In the case of Mayor and Burgesses of the London Borough of Lambeth v Agoreyo, the Court of Appeal examined the use by a school of the power to suspend and considered potential breach, in this respect, of the term of trust and confidence.
In this case, Ms Agoreyo was an experienced primary school teacher. Allegations were made against her that she had used unreasonable force towards children on more than one occasion. Two of these instances were investigated by the school and Ms Agoreyo was found to have used reasonable force. However, following a third incident, Ms Agoreyo was suspended and promptly resigned.
Ms Agoreyo brought a county court claim for breach of contract against the local authority, claiming that her suspension was a breach of the implied duty of trust and confidence, entitling her to resign in response. The county court rejected Ms Agoreyo’s claim and found that the Respondent had clear reasonable and proper cause to suspend Ms Agoreyo due to the Respondent’s duty to protect the children pending a full investigation.
Ms Agoreyo appealed.
The High Court allowed the appeal and found that Ms Agoreyo’s suspension breached the implied term of trust and confidence as it was a ‘knee-jerk reaction’ to the complaint against Ms Agoreyo.

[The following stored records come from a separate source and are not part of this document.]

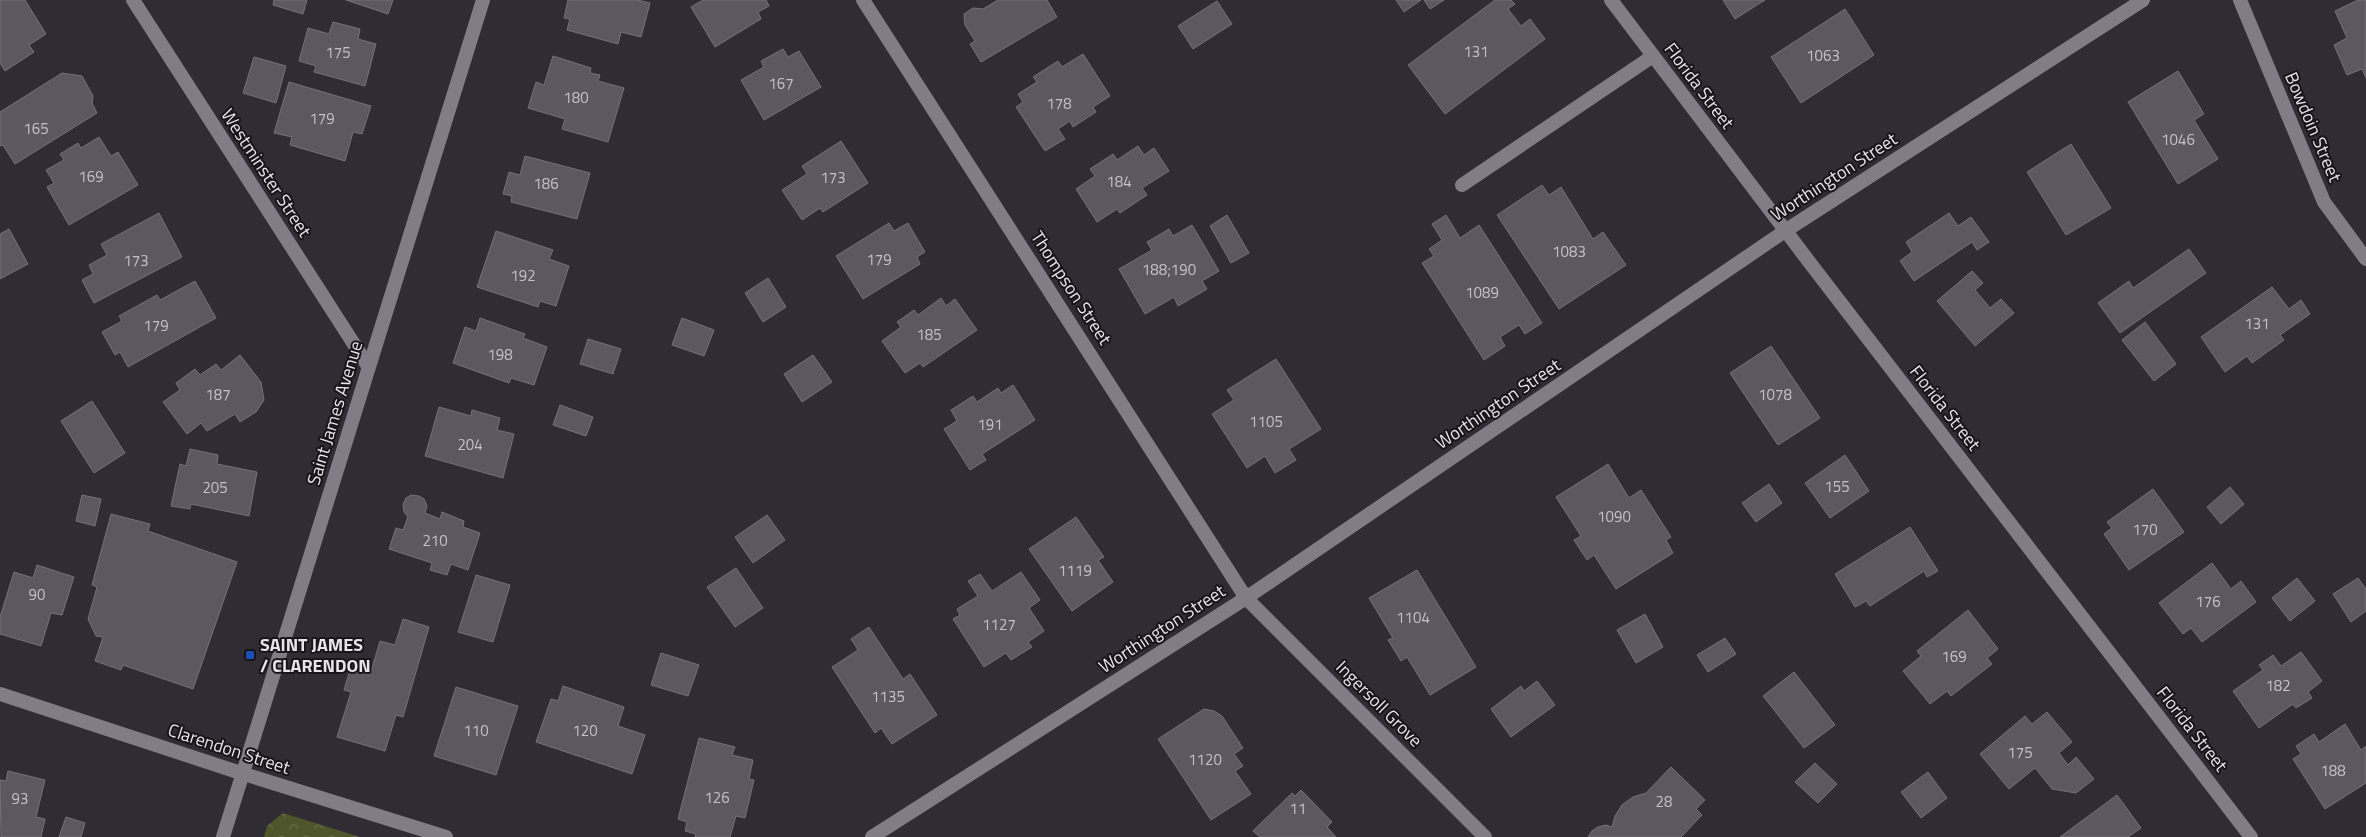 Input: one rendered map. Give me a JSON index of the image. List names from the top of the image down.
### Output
{
  "streets": {
    "main road": [
      "Florida Street",
      "Bowdoin Street",
      "Westminster Street",
      "Worthington Street",
      "Thompson Street",
      "Saint James Avenue",
      "Ingersoll Grove",
      "Clarendon Street"
    ]
  },
  "crossings": [
    ["Florida Street", "Worthington Street"],
    ["Westminster Street", "Saint James Avenue"],
    ["Worthington Street", "Thompson Street"],
    ["Worthington Street", "Ingersoll Grove"],
    ["Thompson Street", "Ingersoll Grove"],
    ["Saint James Avenue", "Clarendon Street"]
  ],
  "places": {
    "transit": ["SAINT JAMES / CLARENDON"]
  },
  "house_numbers": [
    "131",
    "175",
    "1063",
    "167",
    "180",
    "178",
    "179",
    "165",
    "1046",
    "169",
    "173",
    "184",
    "186",
    "1083",
    "179",
    "173",
    "188;190",
    "192",
    "1089",
    "131",
    "179",
    "185",
    "198",
    "187",
    "1078",
    "1105",
    "191",
    "204",
    "155",
    "205",
    "1090",
    "170",
    "210",
    "1119",
    "90",
    "176",
    "1104",
    "1127",
    "169",
    "182",
    "1135",
    "110",
    "120",
    "175",
    "1120",
    "188",
    "126",
    "93",
    "28",
    "11"
  ]
}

The Court of Appeal allowed the appeal, holding that the High Court had wrongly interfered with the trial judge’s findings of fact, rather than identifying any misdirection of law or other error of principle. The Court of Appeal also erred by introducing a test of necessity – in this respect, the High Court had asked whether it was reasonable and/or necessary for Ms Agoreyo to be suspended. The Court of Appeal made it clear that only test is whether there was reasonable and proper cause to suspend the employee in question.